As they say, it can be better to be lucky than to be smart.
Best case, of course, is when you can be both.
That’s what happened in 2015 when I bought an apartment in Lagos, Portugal, at what, I can see now in hindsight, was the precise bottom of that market.
Today, about three-and-a-half years later, that apartment is worth somewhere between 50% and 100% more than what I paid for it. A colleague in the industry is fine-tuning his estimate for me as I write.
Depending on the final number, I’m tempted to cash out.
I don’t expect the Algarve market to appreciate by another 50%+ in the next three or four years. We could see some steady appreciation in this part of this country from here but nothing dramatic.
The question is, if I were to sell, what to do with the proceeds?
I’m still getting a decent net rental yield in the context of the current value—either very good or OK, depending on the actual current value.
Plus, if I did sell, I’d be on the hook for capital gains tax and real estate agency fees.
And, bottom line, I still want to own something in Portugal. While the Algarve coast may have reached a plateau, this country, in general, continues to offer big long-term upside.
My personal interests have shifted a little since I made that rental investment on the coast. Today, I’m thinking about a farm in an area outside the Algarve that hasn’t yet had the same level of appreciation.
A farm would be more for personal use for me and the family, but at our Live and Invest in Portugal Conference this week, I’ve been considering agricultural properties whose harvests could produce as good a net yield as my Lagos rental has been producing.
Lots of numbers to work through still… and I find myself really on the fence about the idea of selling the Lagos holding. For me, it’s always easier to make a buy decision than it is to make the choice to sell. Before walking away from a cash-flowing piece of property, I want to see strongly compelling numbers for another alternative.
Meanwhile, I have put feelers out with contacts across Portugal. I’m looking, I’ve explained, for a cash-flowing farm property somewhere beyond the Algarve. One that’s turned up already is several productive hectares with a farmhouse and outbuildings for 70,000 euros.
For Kathleen and me, one big benefit of making an investment in a new country or in a new region of the country where we’ve invested already is the chance it gives us to get to know that place. Thanks to our Lagos apartment, we’ve had reason to return to that city several times and to glimpse a little beneath the surface of life in that part of Portugal.

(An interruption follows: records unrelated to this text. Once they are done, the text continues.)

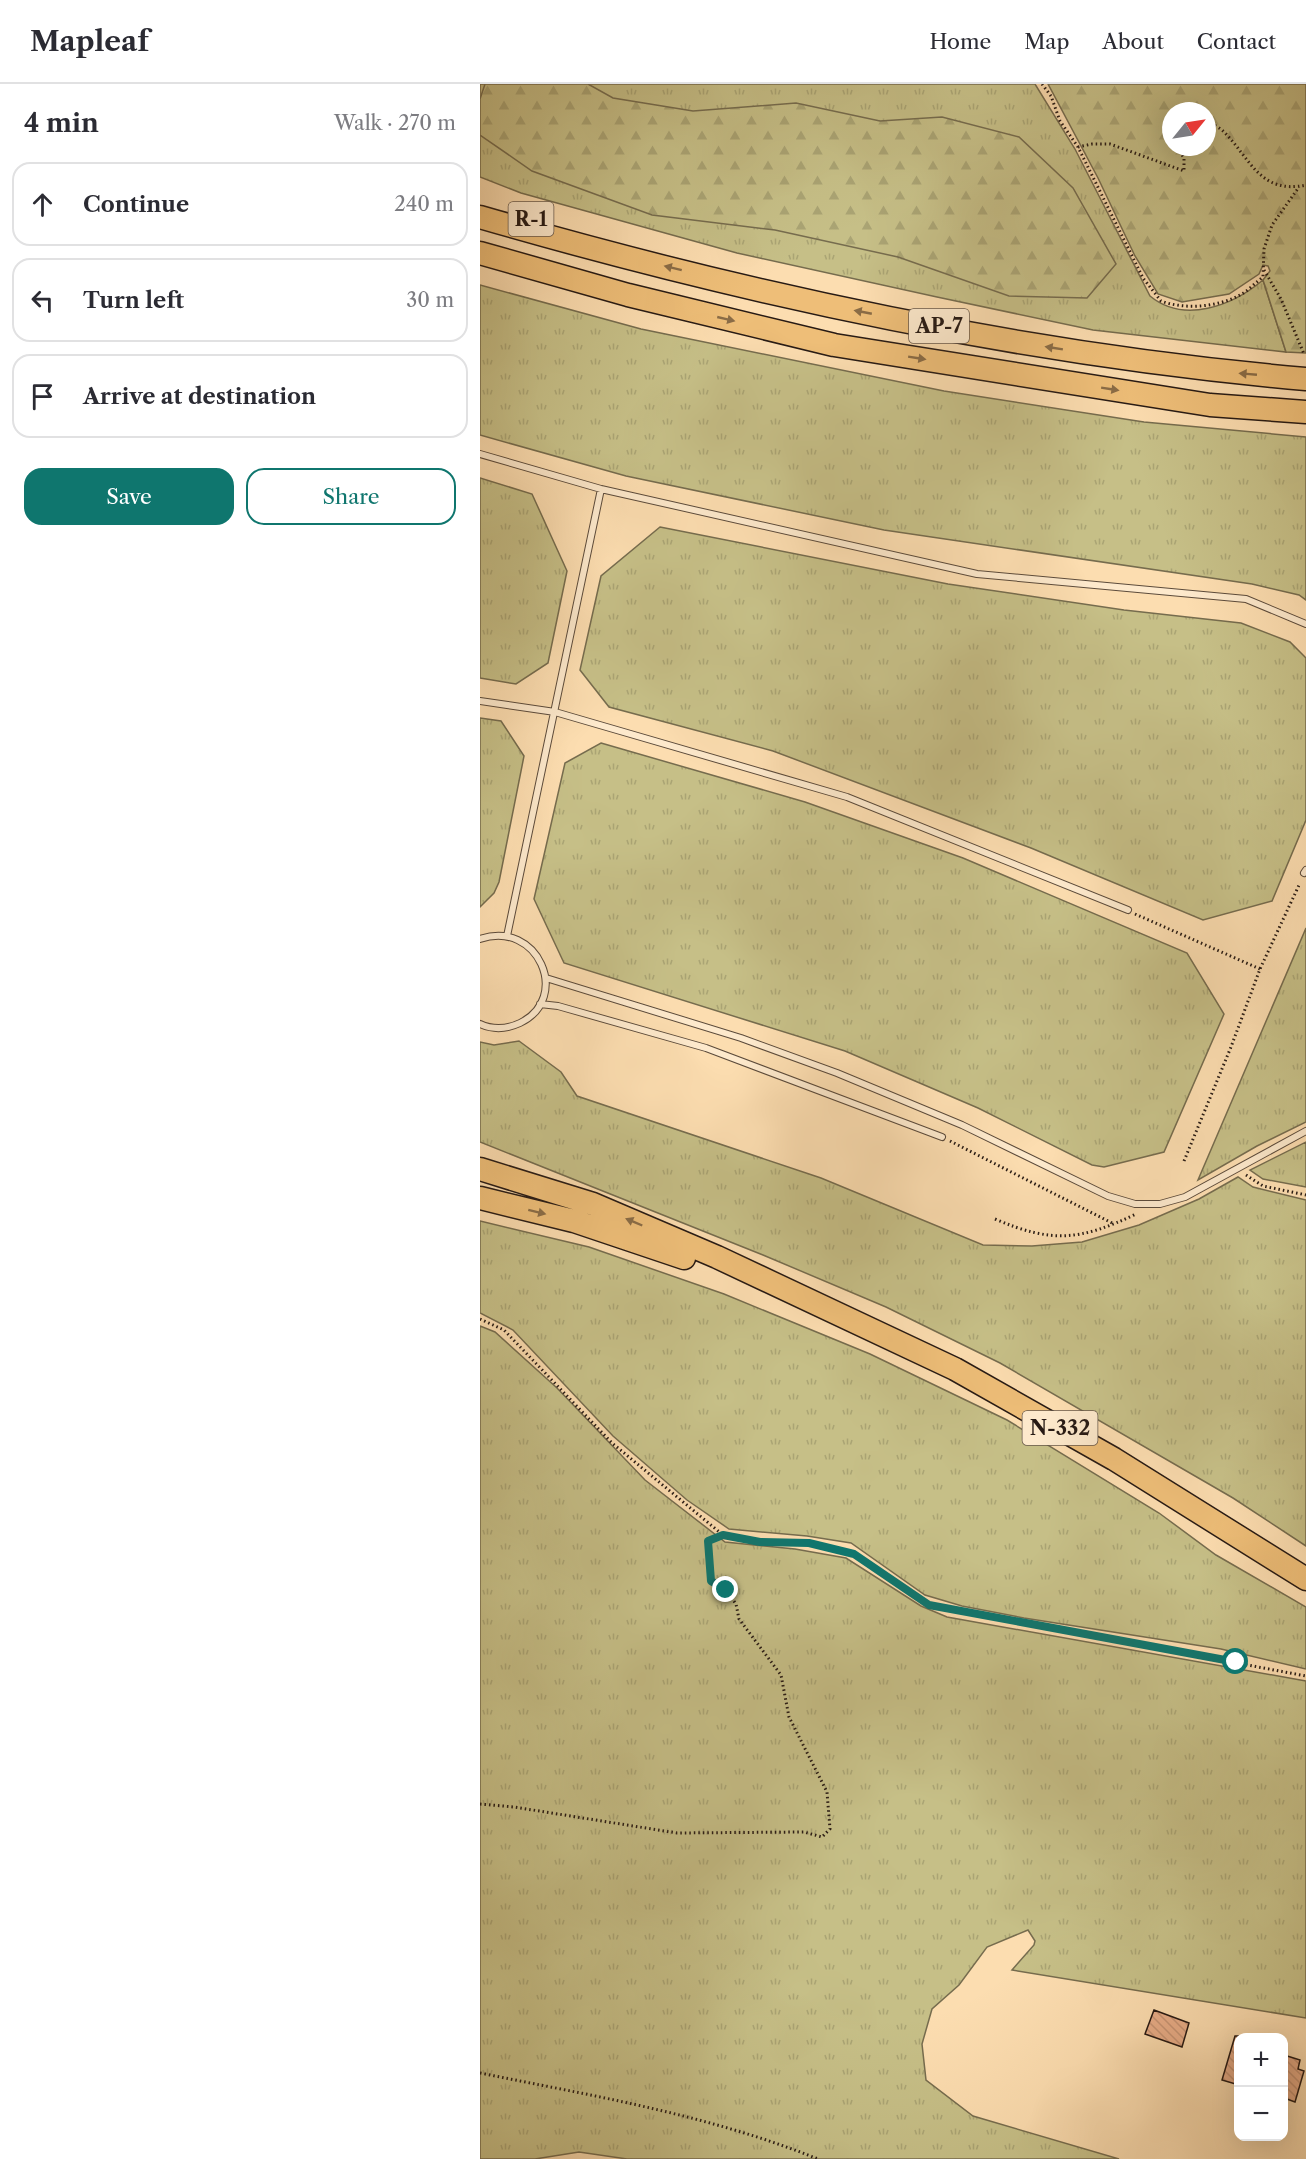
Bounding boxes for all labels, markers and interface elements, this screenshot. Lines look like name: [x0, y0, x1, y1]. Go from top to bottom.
text: Mapleaf: [30, 24, 149, 58]
text: Home: [930, 29, 991, 54]
text: Map: [1024, 29, 1069, 54]
text: About: [1102, 29, 1164, 54]
text: Contact: [1197, 29, 1276, 54]
north arrow: [1162, 102, 1216, 156]
text: 4 min: [24, 107, 99, 139]
text: Walk · 270 m: [334, 111, 456, 135]
icon: ahead: [26, 188, 59, 221]
text: Continue: [83, 191, 189, 218]
text: 240 m: [394, 192, 454, 216]
road number: R-1: [508, 202, 554, 236]
one-way arrow: [664, 263, 682, 273]
icon: left: [26, 284, 59, 317]
text: Turn left: [83, 287, 184, 314]
text: 30 m: [406, 288, 454, 312]
one-way arrow: [853, 307, 872, 316]
road number: AP-7: [909, 309, 969, 343]
one-way arrow: [717, 314, 735, 324]
one-way arrow: [1045, 344, 1064, 353]
one-way arrow: [908, 354, 927, 363]
one-way arrow: [1238, 369, 1257, 379]
icon: arrive: [26, 380, 59, 413]
text: Arrive at destination: [83, 383, 316, 410]
one-way arrow: [1100, 384, 1119, 393]
button: Save: [24, 468, 234, 525]
button: Share: [246, 468, 456, 525]
one-way arrow: [528, 1207, 546, 1217]
one-way arrow: [625, 1217, 643, 1226]
road number: N-332: [1022, 1411, 1098, 1445]
route end: [712, 1576, 738, 1602]
route start: [1222, 1648, 1248, 1674]
map controls: [1234, 2033, 1288, 2141]
button: +: [1234, 2033, 1288, 2087]
button: −: [1234, 2087, 1288, 2141]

Now we’re thinking we’d like to take a closer look at another part of this country that has really gotten under our skins.
The timing of my Lagos buy in 2015 was indeed part luck, but it was also thanks to the network of contacts I’ve invested in developing over the last 20-plus years. The friend who suggested I look at Algarve real estate back then knew the market intimately. I knew from experience that I could trust him… so I took his advice and started looking for opportunities on the Algarve coast.
Sometimes, if you’re smart, you make your own luck. Make connections… both in markets, you’re interested in as well as with other real estate professionals in general and you’ll find you get lucky more often.